Oh Darn. I hate ticks... I hope Posh and Gryff are AOK. when in doubt put them on the antibiotics. If what got Cash that time was a tick, you do not want to see your babies go through it. He got sick with a fever on a tuesday and by friday he was lame. And I was told if it was a tick it could have happened months before he actually got sick. so if you are lucky enough to see the tick...prevent with antibiotics. just my two cents.


----------



## pjewel (Apr 11, 2007)

I remember hearing once if you see a tick on anyone to cover it in vaseline and you'll be able to get it off. Not sure how accurate it is.


----------



## ivyagogo (Sep 11, 2007)

Here's a quick article on how to remove ticks:

*How to remove ticks:*
Being careful not to squash the tick, grasp it by the head with fine-tipped curved forceps and slowly pull straight out.

*How not to remove ticks:*
Don't remove the tick with your fingers. 
In many areas of the country the tick is likely to be carrying lyme disease or other pathogens that can harm humans.

*Don't squash the tick.*
The spirochete that causes Lyme disease hibernates in the tick's intestine, sometimes for years, waiting for a signal that a new host is available. This signal, an influx of fresh blood, triggers an enormous increase in the spirochete population.  After filling the intestine, spirochetes move to the salivary glands and enter the their new host along with anticoagulants and anesthetics produced by the tick. Squashing the tick spreads spirochetes everywhere.

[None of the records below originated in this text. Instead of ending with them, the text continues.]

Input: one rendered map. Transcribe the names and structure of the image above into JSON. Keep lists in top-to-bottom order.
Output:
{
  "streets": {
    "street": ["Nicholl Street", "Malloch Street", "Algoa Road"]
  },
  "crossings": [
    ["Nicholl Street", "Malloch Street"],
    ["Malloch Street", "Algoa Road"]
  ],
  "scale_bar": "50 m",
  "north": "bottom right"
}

*Don't try to burn the tick or smother it with Vaseline etc.. *
Once that tick is firmly fastened in place, it takes time for the tick to detach itself and depart. No matter how badly the tick may wish to leave quickly, it simply can't. A burning cigarette may kill the tick but won't make it fall off. Ticks can live without air for a long time, so attempts to smother it allow disease transmission to continue for several hours. Anything that upsets or harms the tick without removing it can theoretically cause the tick to regurgitate its stomach contents back into the host, increasing the likelihood of disease transmission.

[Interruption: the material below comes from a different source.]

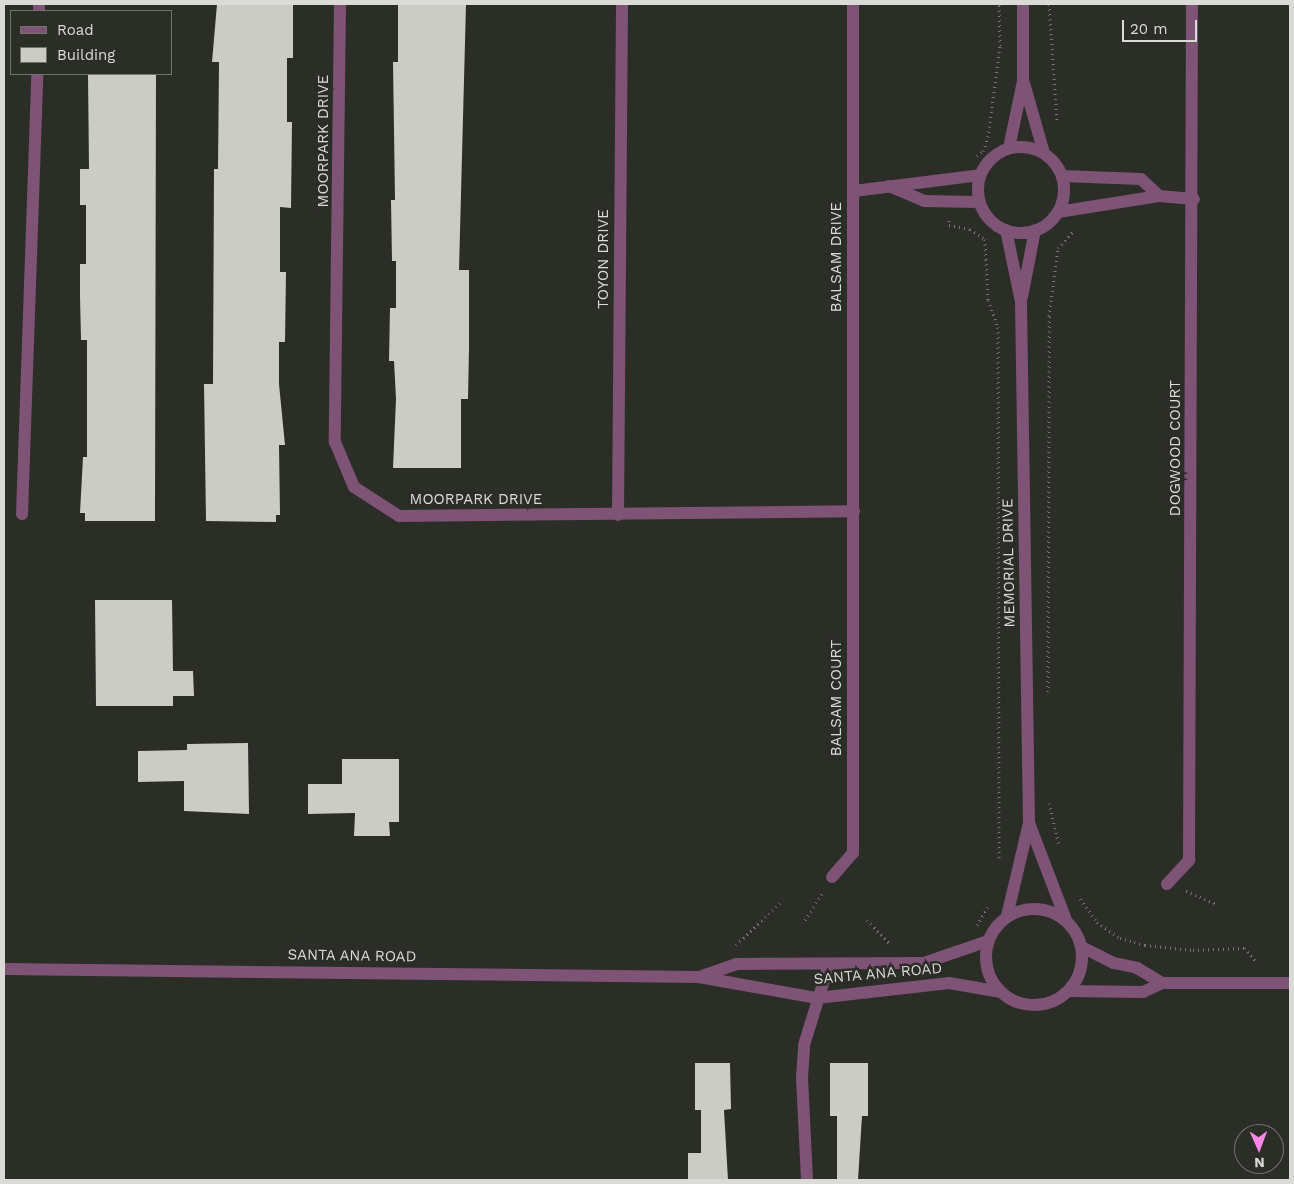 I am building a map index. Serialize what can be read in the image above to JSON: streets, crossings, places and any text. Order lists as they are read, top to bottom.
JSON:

*Don't twist the tick out. *
Ticks aren't threaded. Your best chance of removing the head is pulling straight out with steady traction. Twisting invariably leaves the head behind. Because tick-twisters don't feel the head break off they think it has been removed.

This is what a swollen tick looks like. It's almost like a raisin:










I give Gryff Revolution monthly for fleas and ticks, however it doesn't control deer ticks. For the deer ticks, Gryff wears a special collar from Revolution. He also gets an annual lyme vaccine. His vet told me to watch him for any signs of lethargy or limping. A friend of ours came home from work last week and her dog couldn't even stand up. They brought her to the vet and sure enough, she has lyme. She's on antibiotics now and should make a full recovery.


----------



## LuvCicero (Mar 31, 2008)

Vet says best way is "a steady tug till tick lets go".

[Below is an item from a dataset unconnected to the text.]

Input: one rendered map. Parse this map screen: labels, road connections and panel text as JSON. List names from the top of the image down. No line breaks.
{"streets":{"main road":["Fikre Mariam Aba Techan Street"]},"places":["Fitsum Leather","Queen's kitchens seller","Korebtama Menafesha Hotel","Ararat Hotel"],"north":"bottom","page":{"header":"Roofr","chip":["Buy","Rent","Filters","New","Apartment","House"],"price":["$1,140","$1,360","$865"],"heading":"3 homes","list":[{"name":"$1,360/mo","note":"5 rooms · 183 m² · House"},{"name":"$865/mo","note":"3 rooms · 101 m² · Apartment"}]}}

The best way to remove a tick is to pull it off gently, leaving the tick and its mouth parts intact. This can be difficult because some ticks cement their mouth parts into the skin. Every effort should be made to remove this cement if it does not come out with the tick. Applying heat, alcohol, petroleum jelly or fingernail polish to an embedded tick is not effective and can cause the tick to release infected fluids into the skin The following is the recommended procedure: 
•	Use blunt curved tweezers or a thread. 
•	Grasp the tick as close to the skin surface as possible and pull upward with a steady, even pressure. 
•	Do not twist or jerk the tick because this may cause the mouth parts to detach and remain in the skin. 
•	You should pull firmly enough to lift up the skin. 
•	Hold this tension for 3 to 4 minutes and the tick will back out. 
•	DO NOT squeeze, crush, or puncture the body of the tick because its fluids may contain bacteria. 
•	Immediately dispose of the tick. If you have any concerns, put the tick in a plastic bag, note date and name, and freeze it. If you get sick you can take the dead tick with you when you see your provider or vet. 
•	Immediately wash your hands and the affected area with soap and water.


----------



## Posh's Mom (Dec 20, 2007)

Missy said:


> Oh Darn. I hate ticks... I hope Posh and Gryff are AOK. when in doubt put them on the antibiotics. If what got Cash that time was a tick, you do not want to see your babies go through it. He got sick with a fever on a tuesday and by friday he was lame. And I was told if it was a tick it could have happened months before he actually got sick. so if you are lucky enough to see the tick...prevent with antibiotics. just my two cents.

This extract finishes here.